There was a lot of polio and TB (tuberculosis). Apart from M&B pills (manufactured by May & Baker) there were few drugs and, in the absence of antibiotics, patients with pneumonia had to have warm poultices put on their chests. Minor illnesses were dealt with at home without medical intervention. The doctor would come willingly at all hours for serious illness. He had an uncanny knack of kicking the gazunder (chamber pot) with his leather shoes!
There was very little house building after 1939 until post-war prefabs went up. Only about one quarter of the population owned their own home with three quarters renting at a time when rent and mortgage interest were strictly controlled.
A detached family house cost approximately £500 to build including the land. A large white £5 note was a rarity – anyone who earned £1,000 per year was thought to be well off! We went on holiday spasmodically during the war, then after it ended we went once a year, usually to Morecambe – the nearest seaside resort – and visited the Yorkshire Dales in between times, but we never went abroad.
Most people travelled to work by bus or train. We had a car – essential for my mother’s work. Generally the population had either none or only one, but rarely two apart from the very rich!
No Mod cons
There were no fridges, freezers or automatic washing machines. We would use a toasting fork in front of the fire for making toast.

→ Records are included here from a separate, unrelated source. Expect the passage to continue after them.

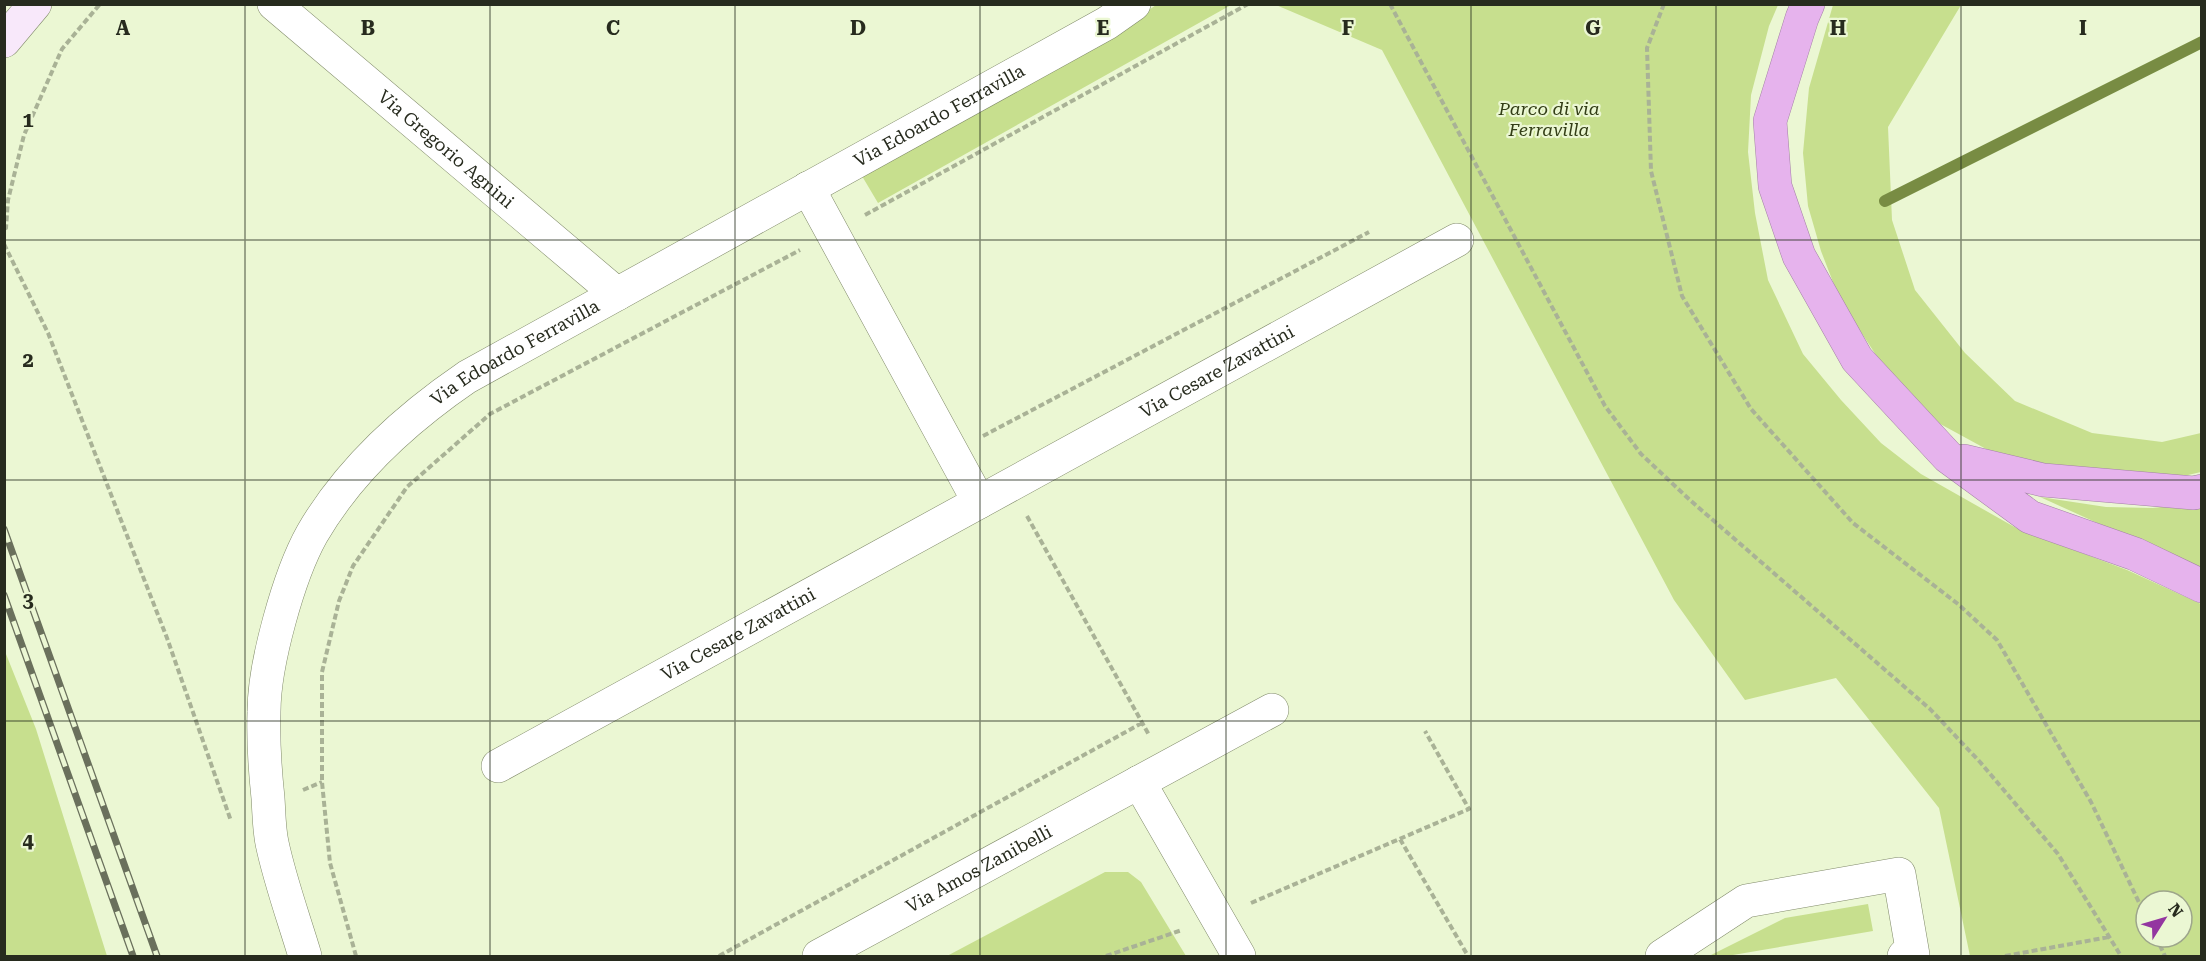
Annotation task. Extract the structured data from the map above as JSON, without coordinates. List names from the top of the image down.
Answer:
{
  "streets": {
    "street": [
      "Via Edoardo Ferravilla",
      "Via Gregorio Agnini",
      "Via Cesare Zavattini",
      "Via Amos Zanibelli"
    ]
  },
  "crossings": [
    ["Via Edoardo Ferravilla", "Via Gregorio Agnini"]
  ],
  "parks": ["Parco di via Ferravilla"],
  "north": "top right",
  "grid": {
    "columns": [
      "A",
      "B",
      "C",
      "D",
      "E",
      "F",
      "G",
      "H",
      "I"
    ],
    "rows": [
      "1",
      "2",
      "3",
      "4"
    ]
  }
}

Housewives found time to clean silver and brass and most of the women living in terraced houses got down on their hands and knees and scrubbed their doorsteps weekly – to keep up standards and to impress the neighbours!
Nevertheless in hard times we were very happy, with relatively little, and everyone pulled together.
The 1947 snow began in early March and lasted until early June with drifts up to 15 feet high, followed by severe flooding. We enjoyed sledging! There was very little crime with the Bobby (policeman) on foot on the beat, and no litter.
All the foregoing taught me to be resilient with Yorkshire native grit (if not wit!) and proved that one can be content with only basic essentials without luxuries in life.
My philosophy in life is that, ‘no-one is better than you and you are no better than anyone else – it is nice to feel you are important but it is important to be nice.’
This article originally appeared in 2018 in The Harborough Historian – the magazine of the Market Harborough Historical Society – and is reprinted here with the kind permission of the author. The comparison between our lives now and how it was during the war are notable.
Menston is roughly the same size as Kibworth
Editor’s note: John moved south from Yorkshire and has lived in Leicestershire and Kibworth for most of his life. His memories of the Second World War match closely with children brought up in Kibworth.